INDUSTRIAL APPLICABILITY

[0027] The system 100 of the present disclosure may be used to simultaneously cool hydrogen fuel cell cooling fluid while vaporizing liquid hydrogen for providing to a fuel cell (e.g., a proton-exchange membrane fuel cell (PEMFC)).

[0028] Referring back to FIG. 1, the primary vaporizer 102 and the secondary vaporizer 126 may receive liquid hydrogen from the liquid hydrogen supply 124 via the hydrogen pump 125 and a liquid hydrogen supply line 127 and may vaporize the hydrogen in order to provide gaseous hydrogen to a fuel cell stack (not shown) with the hydrogen gas supply 122 through a hydrogen gas supply line 129. The liquid hydrogen supply 124 may include a tank storing the hydrogen at an appropriate temperature and pressure to maintain the hydrogen in a liquid form (e.g., 423 deg. F. at 14.7 psi). The hydrogen gas supply 122 may supply gaseous hydrogen to, for example, a fuel cell stack for powering a server farm or other system, which system may generate a heat load requiring cooling by the radiator 108. In some embodiments, the fuel cell stack may power a vehicle (e.g., a large hauling truck). The vaporizers 102, 126 may add heat to the liquid hydrogen, changing the phase of the hydrogen from liquid to gas. In some aspects, the vaporizers 102, 126 may operate at a temperature that is lower than the temperature of the ambient environment due to the vaporization of the hydrogen in their tubes, and this temperature may be conducive to condensing liquid from the atmosphere.
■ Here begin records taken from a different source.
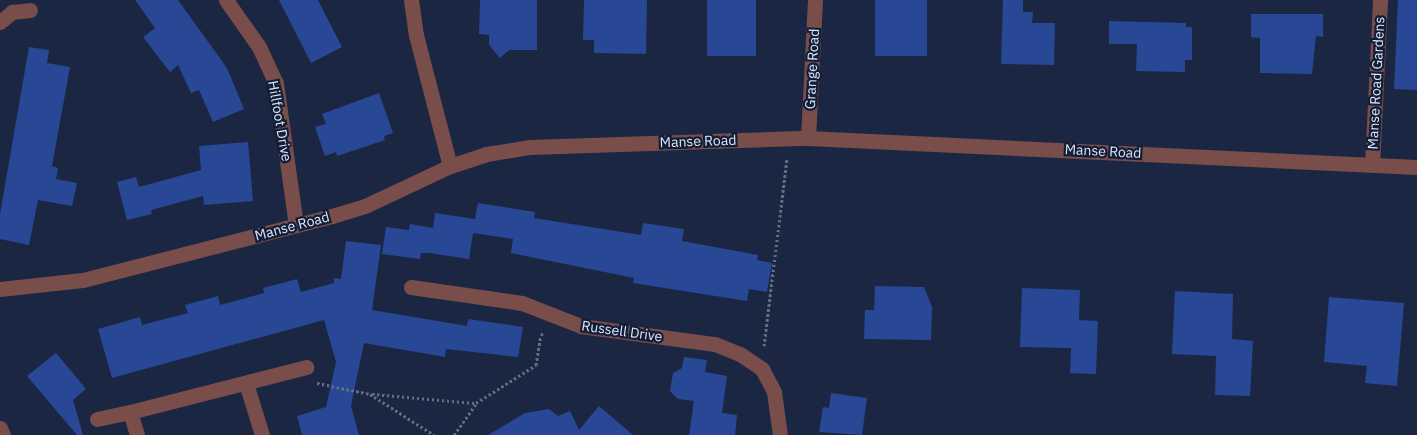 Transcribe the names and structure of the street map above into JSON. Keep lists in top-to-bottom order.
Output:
{
  "streets": {
    "street": [
      "Grange Road",
      "Manse Road Gardens",
      "Hillfoot Drive",
      "Manse Road",
      "Russell Drive"
    ]
  },
  "crossings": [
    ["Grange Road", "Manse Road"],
    ["Manse Road Gardens", "Manse Road"],
    ["Hillfoot Drive", "Manse Road"]
  ]
} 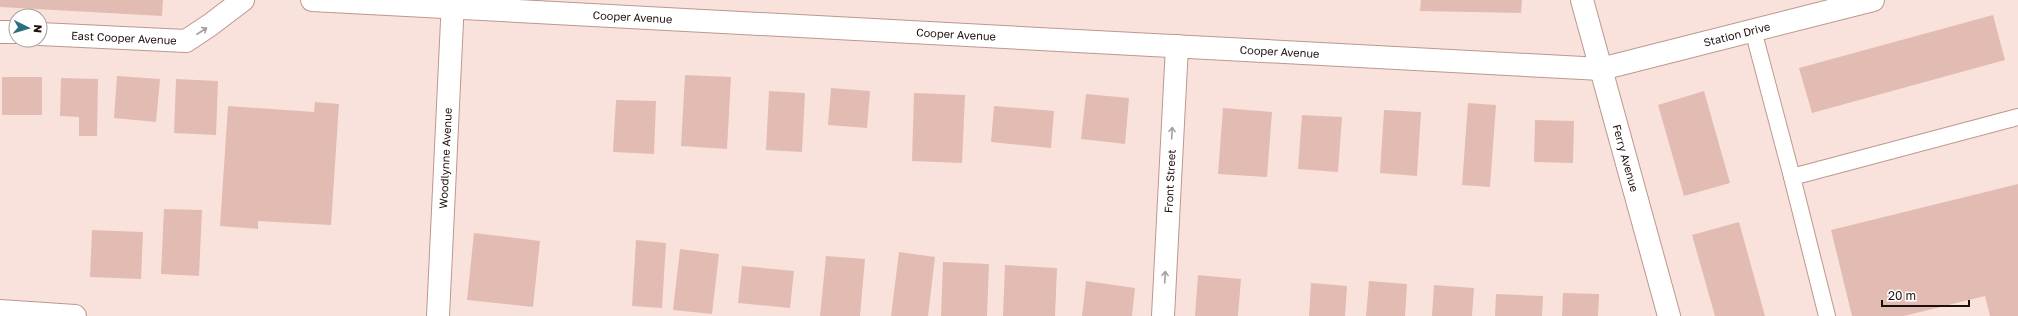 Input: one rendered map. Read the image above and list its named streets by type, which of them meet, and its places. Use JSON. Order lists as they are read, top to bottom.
{
  "streets": {
    "street": [
      "Cooper Avenue",
      "Station Drive",
      "East Cooper Avenue",
      "Woodlynne Avenue",
      "Ferry Avenue",
      "Front Street"
    ]
  },
  "crossings": [
    ["Cooper Avenue", "Station Drive"],
    ["Cooper Avenue", "Woodlynne Avenue"],
    ["Cooper Avenue", "Ferry Avenue"],
    ["Cooper Avenue", "Front Street"],
    ["Station Drive", "Ferry Avenue"]
  ],
  "one_way": ["East Cooper Avenue", "Front Street"],
  "scale_bar": "20 m",
  "north": "right"
} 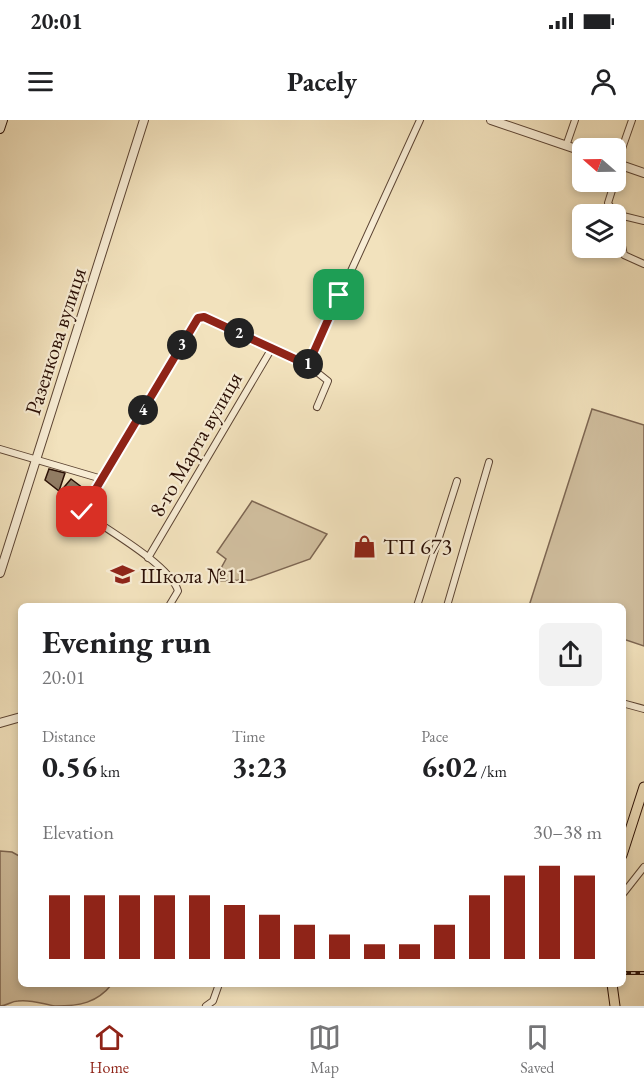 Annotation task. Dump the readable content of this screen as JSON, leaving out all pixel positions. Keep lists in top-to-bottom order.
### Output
{
  "streets": {
    "street": ["Разенкова вулиця", "8-го Марта вулиця"]
  },
  "places": {
    "shop": ["ТП 673"],
    "school or university": ["Школа №11"]
  },
  "north": "left",
  "page": {
    "status": "20:01",
    "header": "Pacely",
    "pins": [
      "2",
      "3",
      "1",
      "4"
    ],
    "heading": ["Evening run", "20:01"],
    "stats": [
      ["Distance", "0.56 km"],
      ["Time", "3:23"],
      ["Pace", "6:02 /km"]
    ],
    "chart": ["Elevation", "30–38 m"],
    "tabs": ["Home", "Map", "Saved"]
  }
}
The system 100 may be configured to capture the liquid that condenses on one or more of the vaporizers 102, 126.

[0029] The system 100 may capture the liquid condensed by the vaporizer in the condensate tray 116. The condensate tray 116 can be of any suitable shape and size for collecting condensate generated by the vaporizers 102, 126. In some embodiments, the condensate tray 116 may be a generally rectangular structure surrounding the vaporizer 102 and/or the vaporizer 126 (i.e., the system 100 may include more than one condensate tray 116) and may have one or more sections, capable of holding water at one or more levels. Condensate may condense on the vaporizers 102, 126 and my drip by the force of gravity to the condensate tray 116, where it is collected (e.g., in a pool by the force of gravity) and drains to the tank 118. The condensate tray 116 may be coated with one or more hydrophobic coatings.
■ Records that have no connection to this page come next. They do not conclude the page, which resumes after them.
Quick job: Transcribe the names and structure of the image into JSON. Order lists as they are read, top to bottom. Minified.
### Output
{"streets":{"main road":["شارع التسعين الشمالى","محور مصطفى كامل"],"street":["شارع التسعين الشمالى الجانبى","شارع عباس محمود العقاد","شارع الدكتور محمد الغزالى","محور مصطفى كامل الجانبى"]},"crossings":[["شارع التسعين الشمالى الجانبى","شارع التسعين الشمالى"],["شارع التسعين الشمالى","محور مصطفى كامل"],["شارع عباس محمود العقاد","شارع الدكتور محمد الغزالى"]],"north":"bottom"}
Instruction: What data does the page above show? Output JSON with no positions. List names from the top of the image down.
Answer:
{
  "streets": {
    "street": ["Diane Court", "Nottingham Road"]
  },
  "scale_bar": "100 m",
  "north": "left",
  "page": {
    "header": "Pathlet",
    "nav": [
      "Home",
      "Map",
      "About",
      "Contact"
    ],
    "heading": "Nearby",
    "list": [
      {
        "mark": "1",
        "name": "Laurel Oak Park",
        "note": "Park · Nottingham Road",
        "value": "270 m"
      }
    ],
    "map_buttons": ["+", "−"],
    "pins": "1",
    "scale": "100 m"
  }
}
[0030] The condensate tray 116 may provide water to the tank 118. The tank 118 may be configured with a means for providing water to the spray supply system 114, such as, for example, the pump 120. The pump 120 can be of any suitable design (e.g., positive-displacement, centrifugal and axial-flow pumps, etc.) for providing sufficient pump head to force the condensed water from the tank 118 to the spray supply system 114 and may take a suction on the water in the water tank 118 when there is sufficient level in the water tank 118. The spray supply system 114 can have any number of spray nozzles or other outlets for spraying the water into a cooling space 132. The cooling space may generally be arranged such that fluid flowing through the cooling space 132 travels over the radiator 108 cooling the fluid passing through the radiator and ultimately providing an indirect cooling effect to the hydrogen fuel cell stack (not shown).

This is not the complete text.